BRIEF :: Give back every line of the material below that has the string "turn".

★ ★ ★

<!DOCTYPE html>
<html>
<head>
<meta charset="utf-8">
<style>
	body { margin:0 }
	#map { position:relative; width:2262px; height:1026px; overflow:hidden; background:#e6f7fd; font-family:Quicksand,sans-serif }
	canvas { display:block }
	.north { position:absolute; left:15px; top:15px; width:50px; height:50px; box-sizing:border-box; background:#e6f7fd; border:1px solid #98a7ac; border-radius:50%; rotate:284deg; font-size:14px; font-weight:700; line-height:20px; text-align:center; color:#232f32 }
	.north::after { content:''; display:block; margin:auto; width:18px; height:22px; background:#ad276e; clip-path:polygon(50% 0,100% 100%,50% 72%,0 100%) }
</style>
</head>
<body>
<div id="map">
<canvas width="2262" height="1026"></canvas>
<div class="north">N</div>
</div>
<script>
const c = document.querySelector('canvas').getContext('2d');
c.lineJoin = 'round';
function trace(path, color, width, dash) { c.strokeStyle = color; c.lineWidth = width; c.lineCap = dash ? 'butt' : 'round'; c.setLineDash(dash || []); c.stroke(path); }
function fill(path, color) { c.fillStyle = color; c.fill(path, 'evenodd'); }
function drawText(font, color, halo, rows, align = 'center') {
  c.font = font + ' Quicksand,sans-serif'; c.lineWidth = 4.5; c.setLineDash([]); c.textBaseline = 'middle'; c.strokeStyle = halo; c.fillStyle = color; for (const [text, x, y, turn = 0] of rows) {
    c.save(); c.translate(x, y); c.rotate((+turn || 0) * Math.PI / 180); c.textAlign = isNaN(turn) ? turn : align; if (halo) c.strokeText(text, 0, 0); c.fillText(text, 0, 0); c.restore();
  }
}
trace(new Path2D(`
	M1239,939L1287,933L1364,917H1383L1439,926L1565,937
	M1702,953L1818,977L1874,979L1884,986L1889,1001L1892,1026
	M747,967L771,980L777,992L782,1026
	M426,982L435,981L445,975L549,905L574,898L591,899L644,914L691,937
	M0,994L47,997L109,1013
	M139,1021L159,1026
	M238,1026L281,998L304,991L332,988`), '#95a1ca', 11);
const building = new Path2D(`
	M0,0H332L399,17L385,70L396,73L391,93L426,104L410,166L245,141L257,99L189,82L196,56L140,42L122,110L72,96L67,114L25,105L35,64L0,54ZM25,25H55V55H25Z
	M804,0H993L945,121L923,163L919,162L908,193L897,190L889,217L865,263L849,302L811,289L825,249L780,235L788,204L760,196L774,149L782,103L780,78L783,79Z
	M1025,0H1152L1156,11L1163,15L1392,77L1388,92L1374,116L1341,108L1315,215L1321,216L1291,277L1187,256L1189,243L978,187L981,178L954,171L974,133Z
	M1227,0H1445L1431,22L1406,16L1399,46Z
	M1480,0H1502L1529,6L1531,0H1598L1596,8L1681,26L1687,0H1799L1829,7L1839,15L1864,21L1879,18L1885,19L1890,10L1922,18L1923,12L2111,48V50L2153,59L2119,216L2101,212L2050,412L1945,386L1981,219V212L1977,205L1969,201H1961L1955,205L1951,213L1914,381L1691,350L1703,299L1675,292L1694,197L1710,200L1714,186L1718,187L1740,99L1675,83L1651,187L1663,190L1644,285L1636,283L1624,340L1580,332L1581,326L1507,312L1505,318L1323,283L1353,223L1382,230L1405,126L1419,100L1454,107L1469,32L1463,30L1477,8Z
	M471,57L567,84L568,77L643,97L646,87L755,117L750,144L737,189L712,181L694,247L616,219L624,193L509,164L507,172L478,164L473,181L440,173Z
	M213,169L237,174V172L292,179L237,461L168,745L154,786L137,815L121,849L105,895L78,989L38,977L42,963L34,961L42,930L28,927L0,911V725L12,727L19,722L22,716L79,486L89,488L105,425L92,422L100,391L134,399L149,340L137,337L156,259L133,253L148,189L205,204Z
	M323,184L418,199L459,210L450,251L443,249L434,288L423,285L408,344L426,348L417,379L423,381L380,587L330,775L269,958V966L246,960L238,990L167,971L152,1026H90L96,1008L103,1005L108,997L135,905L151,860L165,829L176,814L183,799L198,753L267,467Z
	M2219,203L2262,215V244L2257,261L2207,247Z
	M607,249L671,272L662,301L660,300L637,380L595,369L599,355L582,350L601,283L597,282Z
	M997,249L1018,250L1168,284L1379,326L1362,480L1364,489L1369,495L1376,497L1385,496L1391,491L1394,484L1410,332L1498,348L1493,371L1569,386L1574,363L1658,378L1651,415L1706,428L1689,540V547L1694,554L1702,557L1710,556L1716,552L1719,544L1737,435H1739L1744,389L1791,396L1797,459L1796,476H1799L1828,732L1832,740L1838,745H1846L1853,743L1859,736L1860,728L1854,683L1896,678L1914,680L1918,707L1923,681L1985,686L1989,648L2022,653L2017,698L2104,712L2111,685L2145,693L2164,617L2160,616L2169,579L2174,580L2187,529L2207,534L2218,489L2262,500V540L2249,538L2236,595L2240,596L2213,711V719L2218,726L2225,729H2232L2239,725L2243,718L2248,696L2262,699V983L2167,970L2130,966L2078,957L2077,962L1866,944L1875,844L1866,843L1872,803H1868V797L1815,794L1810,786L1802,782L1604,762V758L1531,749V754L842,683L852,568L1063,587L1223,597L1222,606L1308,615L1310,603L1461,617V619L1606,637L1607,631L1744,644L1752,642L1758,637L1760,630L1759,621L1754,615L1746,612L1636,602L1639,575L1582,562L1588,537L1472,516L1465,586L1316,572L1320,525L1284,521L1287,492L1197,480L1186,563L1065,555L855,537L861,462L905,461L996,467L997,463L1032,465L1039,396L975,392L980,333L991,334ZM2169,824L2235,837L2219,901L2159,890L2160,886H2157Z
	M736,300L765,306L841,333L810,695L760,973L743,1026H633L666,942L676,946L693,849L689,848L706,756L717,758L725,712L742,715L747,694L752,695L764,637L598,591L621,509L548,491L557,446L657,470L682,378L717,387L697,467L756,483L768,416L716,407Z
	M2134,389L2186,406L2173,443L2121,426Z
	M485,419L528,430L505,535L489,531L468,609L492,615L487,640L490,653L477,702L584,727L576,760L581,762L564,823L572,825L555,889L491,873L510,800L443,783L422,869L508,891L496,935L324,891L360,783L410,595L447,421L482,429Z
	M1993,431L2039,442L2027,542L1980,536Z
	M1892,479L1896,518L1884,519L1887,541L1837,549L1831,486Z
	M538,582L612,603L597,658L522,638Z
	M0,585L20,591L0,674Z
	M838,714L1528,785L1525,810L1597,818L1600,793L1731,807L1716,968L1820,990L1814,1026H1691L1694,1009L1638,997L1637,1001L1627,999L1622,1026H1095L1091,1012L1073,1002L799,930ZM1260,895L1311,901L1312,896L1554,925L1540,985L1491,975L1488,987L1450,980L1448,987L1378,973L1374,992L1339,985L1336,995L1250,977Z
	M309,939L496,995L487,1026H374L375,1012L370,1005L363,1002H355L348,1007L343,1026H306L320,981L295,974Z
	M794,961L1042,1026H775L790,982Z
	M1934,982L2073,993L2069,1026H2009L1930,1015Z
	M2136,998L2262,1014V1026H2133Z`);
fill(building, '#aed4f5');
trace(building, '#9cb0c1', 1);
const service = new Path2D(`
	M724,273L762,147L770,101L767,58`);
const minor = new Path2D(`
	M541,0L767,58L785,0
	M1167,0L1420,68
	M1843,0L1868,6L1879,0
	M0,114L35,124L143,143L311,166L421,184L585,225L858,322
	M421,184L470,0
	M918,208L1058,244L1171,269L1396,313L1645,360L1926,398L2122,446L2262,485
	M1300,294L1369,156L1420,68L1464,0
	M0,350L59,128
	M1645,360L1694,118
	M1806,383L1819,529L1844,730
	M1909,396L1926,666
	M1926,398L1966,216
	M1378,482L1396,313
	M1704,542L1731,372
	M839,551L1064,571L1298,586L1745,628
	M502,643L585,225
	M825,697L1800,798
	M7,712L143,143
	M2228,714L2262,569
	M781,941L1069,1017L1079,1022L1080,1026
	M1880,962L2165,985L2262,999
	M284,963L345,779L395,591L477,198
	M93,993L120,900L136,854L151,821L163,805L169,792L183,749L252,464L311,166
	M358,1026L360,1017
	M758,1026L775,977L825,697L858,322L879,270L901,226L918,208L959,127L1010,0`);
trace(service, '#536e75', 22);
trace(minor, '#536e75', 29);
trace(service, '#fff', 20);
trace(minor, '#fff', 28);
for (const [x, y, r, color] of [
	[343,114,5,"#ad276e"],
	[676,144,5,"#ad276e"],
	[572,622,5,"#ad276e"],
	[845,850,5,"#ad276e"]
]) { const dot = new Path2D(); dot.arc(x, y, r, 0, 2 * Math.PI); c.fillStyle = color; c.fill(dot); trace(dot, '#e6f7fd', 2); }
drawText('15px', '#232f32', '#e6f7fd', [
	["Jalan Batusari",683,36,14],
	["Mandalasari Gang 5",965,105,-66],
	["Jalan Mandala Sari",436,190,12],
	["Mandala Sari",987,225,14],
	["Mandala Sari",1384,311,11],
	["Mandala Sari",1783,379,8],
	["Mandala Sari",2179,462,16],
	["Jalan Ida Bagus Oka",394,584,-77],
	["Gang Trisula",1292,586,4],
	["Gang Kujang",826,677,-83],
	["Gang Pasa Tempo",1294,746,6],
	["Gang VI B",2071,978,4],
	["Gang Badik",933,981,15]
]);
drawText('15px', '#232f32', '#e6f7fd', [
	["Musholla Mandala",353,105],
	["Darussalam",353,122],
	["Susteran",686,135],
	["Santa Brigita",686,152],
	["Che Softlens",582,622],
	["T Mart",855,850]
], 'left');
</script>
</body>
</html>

★ ★ ★

EXERCISE RESULT ::
  c.font = font + ' Quicksand,sans-serif'; c.lineWidth = 4.5; c.setLineDash([]); c.textBaseline = 'middle'; c.strokeStyle = halo; c.fillStyle = color; for (const [text, x, y, turn = 0] of rows) {
    c.save(); c.translate(x, y); c.rotate((+turn || 0) * Math.PI / 180); c.textAlign = isNaN(turn) ? turn : align; if (halo) c.strokeText(text, 0, 0); c.fillText(text, 0, 0); c.restore();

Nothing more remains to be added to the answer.